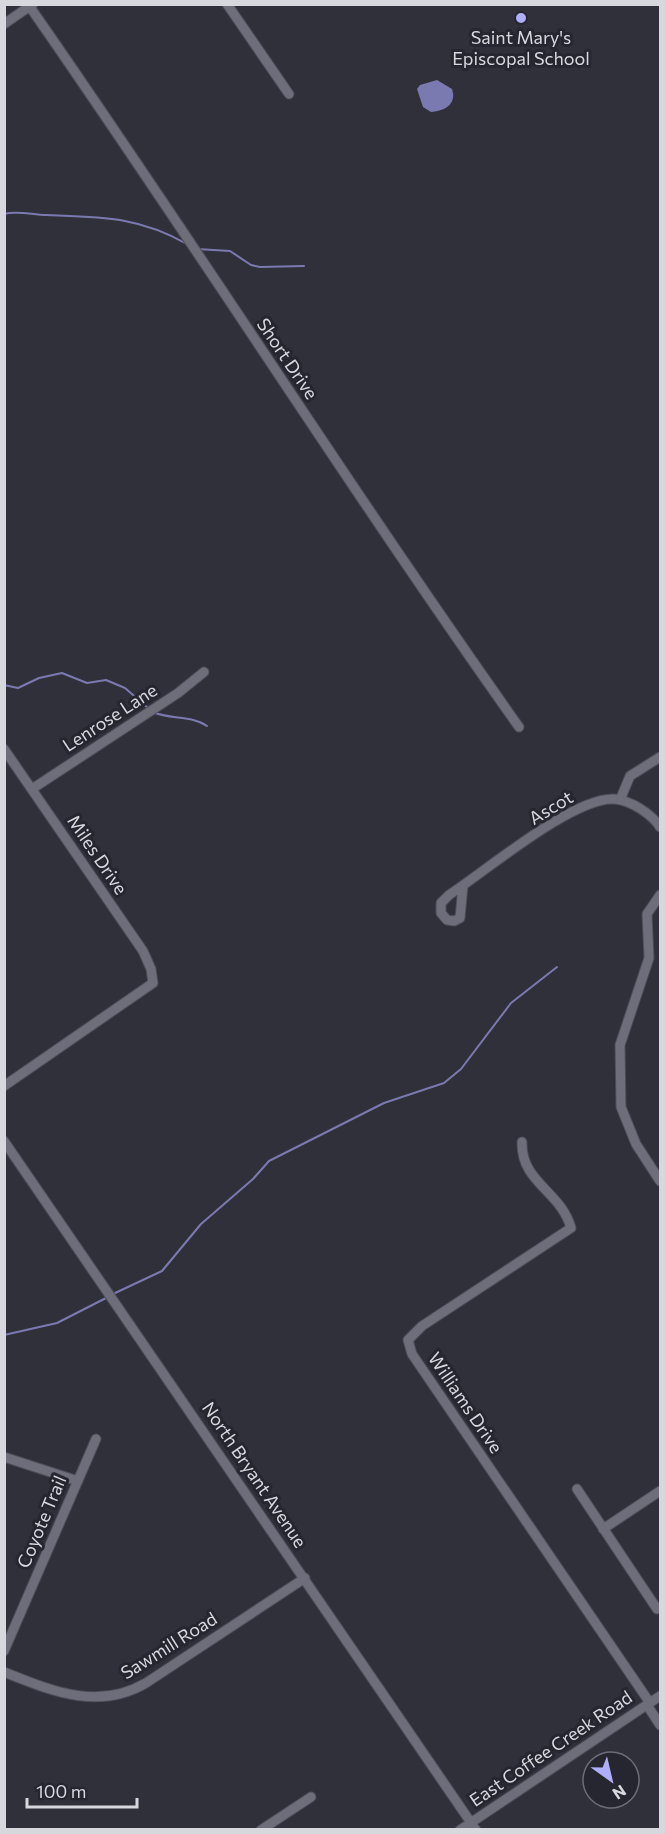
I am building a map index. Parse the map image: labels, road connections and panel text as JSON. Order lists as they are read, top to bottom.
{
  "streets": {
    "street": [
      "Short Drive",
      "Lenrose Lane",
      "Ascot",
      "Miles Drive",
      "Williams Drive",
      "North Bryant Avenue",
      "Coyote Trail",
      "Sawmill Road",
      "East Coffee Creek Road"
    ]
  },
  "crossings": [
    ["Lenrose Lane", "Miles Drive"],
    ["Williams Drive", "East Coffee Creek Road"],
    ["North Bryant Avenue", "Sawmill Road"],
    ["North Bryant Avenue", "East Coffee Creek Road"]
  ],
  "places": ["Saint Mary's Episcopal School"],
  "scale_bar": "100 m",
  "north": "bottom right"
}
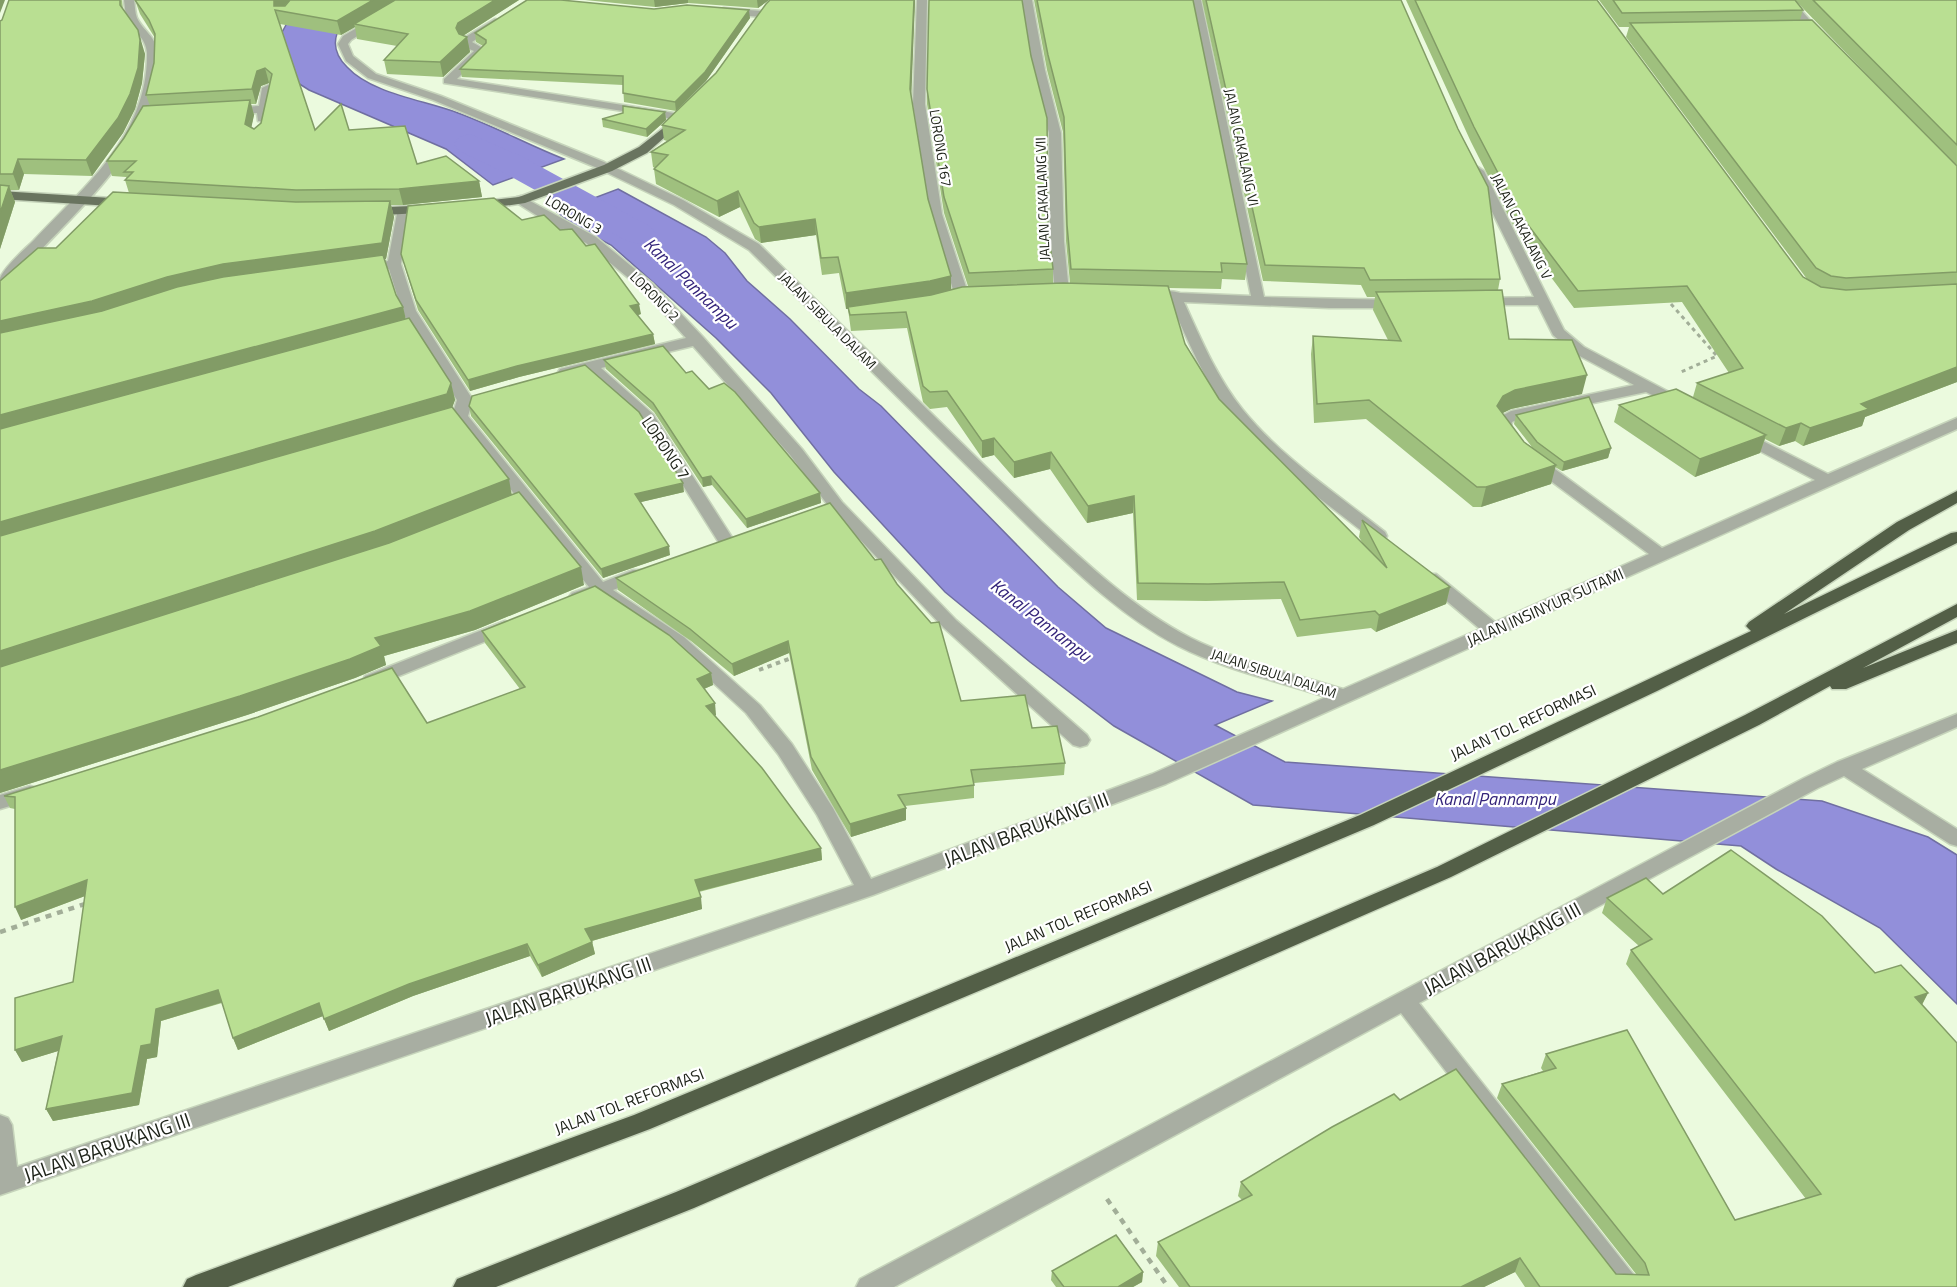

········

▶ [WORK INSTRUCTION]:
Go through the records above and write out every line exactly, passing over the pictures.

▶ [TASK OUTPUT]:
I am building a map index. Parse the map image: labels, road connections and panel text as JSON. Order lists as they are read, top to bottom.
{
  "streets": {
    "street": [
      "Short Drive",
      "Lenrose Lane",
      "Ascot",
      "Miles Drive",
      "Williams Drive",
      "North Bryant Avenue",
      "Coyote Trail",
      "Sawmill Road",
      "East Coffee Creek Road"
    ]
  },
  "crossings": [
    ["Lenrose Lane", "Miles Drive"],
    ["Williams Drive", "East Coffee Creek Road"],
    ["North Bryant Avenue", "Sawmill Road"],
    ["North Bryant Avenue", "East Coffee Creek Road"]
  ],
  "places": ["Saint Mary's Episcopal School"],
  "scale_bar": "100 m",
  "north": "bottom right"
}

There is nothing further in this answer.